Numble is a crossword game that is similar to Scrabble, but with numbers.  The player has a hand of tiles with digits on them ($1$--$9$) and needs to make sequences of numbers using a subset of the tiles in hand to place on the board.  The rules of a valid number sequence are:

• A valid sequence has to have at least two tiles in a straight line without spaces in a row or column (never diagonally) and must be connected to one or more tiles already on the board
• The numbers in a valid sequence must be arranged in non-increasing or non-decreasing order.  Sequences  “$1467$”,  “$7641$” and “$766641$” are valid, but “$7461$” is not.
• The total of all values in a valid sequence must be divisible by $3$.  This is calculated after any modifications given from bonus spaces (see below)

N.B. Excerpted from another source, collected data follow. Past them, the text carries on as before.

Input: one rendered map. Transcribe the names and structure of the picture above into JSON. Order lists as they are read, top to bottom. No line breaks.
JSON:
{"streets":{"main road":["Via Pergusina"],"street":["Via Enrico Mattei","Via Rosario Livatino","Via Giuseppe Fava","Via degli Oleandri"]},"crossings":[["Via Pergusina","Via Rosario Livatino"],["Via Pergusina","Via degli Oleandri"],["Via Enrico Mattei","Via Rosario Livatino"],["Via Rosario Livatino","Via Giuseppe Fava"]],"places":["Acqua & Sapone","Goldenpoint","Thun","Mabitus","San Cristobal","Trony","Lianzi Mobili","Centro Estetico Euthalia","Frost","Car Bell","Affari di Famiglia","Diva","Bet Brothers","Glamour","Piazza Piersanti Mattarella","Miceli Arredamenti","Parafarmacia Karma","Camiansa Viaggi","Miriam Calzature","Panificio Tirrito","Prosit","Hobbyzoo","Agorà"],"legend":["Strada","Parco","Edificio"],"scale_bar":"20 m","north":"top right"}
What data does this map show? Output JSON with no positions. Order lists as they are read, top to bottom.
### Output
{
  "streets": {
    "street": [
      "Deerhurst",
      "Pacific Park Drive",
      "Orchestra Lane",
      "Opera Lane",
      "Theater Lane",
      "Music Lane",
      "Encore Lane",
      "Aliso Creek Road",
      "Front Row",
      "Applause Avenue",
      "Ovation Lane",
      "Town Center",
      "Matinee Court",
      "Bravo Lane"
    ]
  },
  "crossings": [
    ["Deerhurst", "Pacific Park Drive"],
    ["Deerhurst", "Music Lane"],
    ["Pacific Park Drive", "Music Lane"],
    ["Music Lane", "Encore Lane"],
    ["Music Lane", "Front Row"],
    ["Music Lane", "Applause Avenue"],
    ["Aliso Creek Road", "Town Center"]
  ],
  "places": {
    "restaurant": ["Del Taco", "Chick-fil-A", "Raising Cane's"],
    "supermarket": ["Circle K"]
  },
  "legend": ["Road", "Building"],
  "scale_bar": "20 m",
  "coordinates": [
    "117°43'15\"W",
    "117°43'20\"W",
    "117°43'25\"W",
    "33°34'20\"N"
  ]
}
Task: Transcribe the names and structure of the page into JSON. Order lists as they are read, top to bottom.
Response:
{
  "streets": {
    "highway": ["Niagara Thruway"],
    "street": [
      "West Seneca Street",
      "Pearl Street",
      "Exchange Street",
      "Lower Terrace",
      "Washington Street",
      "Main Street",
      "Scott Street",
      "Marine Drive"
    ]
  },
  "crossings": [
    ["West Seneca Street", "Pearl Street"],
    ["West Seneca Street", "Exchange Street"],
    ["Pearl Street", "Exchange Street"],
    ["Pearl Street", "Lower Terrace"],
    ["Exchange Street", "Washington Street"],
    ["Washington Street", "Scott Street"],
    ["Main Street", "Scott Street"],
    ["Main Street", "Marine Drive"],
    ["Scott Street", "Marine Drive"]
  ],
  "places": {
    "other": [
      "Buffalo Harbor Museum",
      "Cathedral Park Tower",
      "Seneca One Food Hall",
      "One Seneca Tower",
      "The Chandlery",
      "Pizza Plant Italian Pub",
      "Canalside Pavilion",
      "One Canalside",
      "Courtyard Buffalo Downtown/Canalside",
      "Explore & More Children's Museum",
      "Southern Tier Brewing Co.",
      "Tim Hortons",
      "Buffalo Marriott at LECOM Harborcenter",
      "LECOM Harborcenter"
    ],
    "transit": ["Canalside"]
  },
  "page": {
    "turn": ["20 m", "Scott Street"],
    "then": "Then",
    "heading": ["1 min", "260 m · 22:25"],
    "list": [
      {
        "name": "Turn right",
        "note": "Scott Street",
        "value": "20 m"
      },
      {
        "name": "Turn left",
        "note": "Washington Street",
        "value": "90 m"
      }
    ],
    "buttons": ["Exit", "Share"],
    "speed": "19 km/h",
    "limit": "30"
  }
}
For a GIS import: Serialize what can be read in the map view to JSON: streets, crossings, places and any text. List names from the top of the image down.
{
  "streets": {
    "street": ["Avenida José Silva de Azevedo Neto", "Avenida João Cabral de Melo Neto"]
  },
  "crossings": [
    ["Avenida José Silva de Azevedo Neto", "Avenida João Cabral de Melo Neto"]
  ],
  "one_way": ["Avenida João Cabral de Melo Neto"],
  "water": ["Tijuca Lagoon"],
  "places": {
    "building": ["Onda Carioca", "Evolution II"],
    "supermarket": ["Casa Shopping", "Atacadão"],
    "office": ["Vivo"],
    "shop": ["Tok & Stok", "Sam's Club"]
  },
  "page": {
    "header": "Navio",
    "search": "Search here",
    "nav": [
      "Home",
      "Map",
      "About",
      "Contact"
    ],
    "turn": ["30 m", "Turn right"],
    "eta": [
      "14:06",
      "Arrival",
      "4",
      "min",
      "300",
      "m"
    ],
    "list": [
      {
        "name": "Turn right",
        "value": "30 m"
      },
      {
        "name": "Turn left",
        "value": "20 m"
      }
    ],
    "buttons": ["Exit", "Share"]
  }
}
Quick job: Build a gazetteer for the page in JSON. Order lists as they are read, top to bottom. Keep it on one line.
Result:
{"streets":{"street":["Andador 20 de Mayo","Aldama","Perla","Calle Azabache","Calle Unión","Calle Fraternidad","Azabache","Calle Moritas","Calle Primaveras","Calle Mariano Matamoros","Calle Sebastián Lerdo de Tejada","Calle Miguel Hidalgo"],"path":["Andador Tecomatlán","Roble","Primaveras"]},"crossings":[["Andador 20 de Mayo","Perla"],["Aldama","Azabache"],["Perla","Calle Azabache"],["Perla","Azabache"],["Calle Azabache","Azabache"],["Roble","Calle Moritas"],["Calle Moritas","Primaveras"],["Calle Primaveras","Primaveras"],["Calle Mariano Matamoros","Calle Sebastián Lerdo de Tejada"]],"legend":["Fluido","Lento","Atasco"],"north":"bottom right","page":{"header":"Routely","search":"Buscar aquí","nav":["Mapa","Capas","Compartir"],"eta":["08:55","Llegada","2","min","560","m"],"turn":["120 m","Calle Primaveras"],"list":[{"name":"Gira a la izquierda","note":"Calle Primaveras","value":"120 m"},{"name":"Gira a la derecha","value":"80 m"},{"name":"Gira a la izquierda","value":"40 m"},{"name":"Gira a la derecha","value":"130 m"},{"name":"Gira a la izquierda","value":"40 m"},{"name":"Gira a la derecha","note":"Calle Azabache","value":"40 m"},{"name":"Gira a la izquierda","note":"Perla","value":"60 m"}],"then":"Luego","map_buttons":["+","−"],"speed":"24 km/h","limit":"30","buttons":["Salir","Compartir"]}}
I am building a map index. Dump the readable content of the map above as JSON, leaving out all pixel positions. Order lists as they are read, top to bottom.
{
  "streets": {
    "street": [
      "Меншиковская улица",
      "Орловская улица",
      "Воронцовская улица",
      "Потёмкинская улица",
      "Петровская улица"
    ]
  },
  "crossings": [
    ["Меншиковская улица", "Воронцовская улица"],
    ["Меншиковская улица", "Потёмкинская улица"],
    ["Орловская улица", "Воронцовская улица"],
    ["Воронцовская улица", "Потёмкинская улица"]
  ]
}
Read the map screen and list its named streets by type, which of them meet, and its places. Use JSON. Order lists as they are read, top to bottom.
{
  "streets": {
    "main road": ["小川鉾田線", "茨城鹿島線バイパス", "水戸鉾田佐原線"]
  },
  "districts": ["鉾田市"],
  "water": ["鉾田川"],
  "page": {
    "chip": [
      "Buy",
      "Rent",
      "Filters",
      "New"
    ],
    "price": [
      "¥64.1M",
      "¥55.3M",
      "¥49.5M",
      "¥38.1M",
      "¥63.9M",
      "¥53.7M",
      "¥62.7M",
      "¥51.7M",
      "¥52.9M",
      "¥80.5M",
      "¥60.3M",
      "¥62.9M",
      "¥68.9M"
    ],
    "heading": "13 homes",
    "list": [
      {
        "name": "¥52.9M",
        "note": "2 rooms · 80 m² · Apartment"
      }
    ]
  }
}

Like a Scrabble board, the Numble board contains four special types of spaces:

• double and triple number spaces double or triple the numerical value of a tile.  This doubled or tripled value is counted in the total of the sequence to see if the total is divisible by $3$.
• double and triple sequence spaces double or triple the entire value of the sequence (after individual tiles are doubled or tripled, if any).  Note that a triple sequence space will always make any sequence of values a multiple of three.

It's possible for a sequence to hit multiple special spaces which compounds the bonus.  For example, if a sequence covers both a double sequence space and a triple sequence space, the total value of the sequence is multiplied by $6$.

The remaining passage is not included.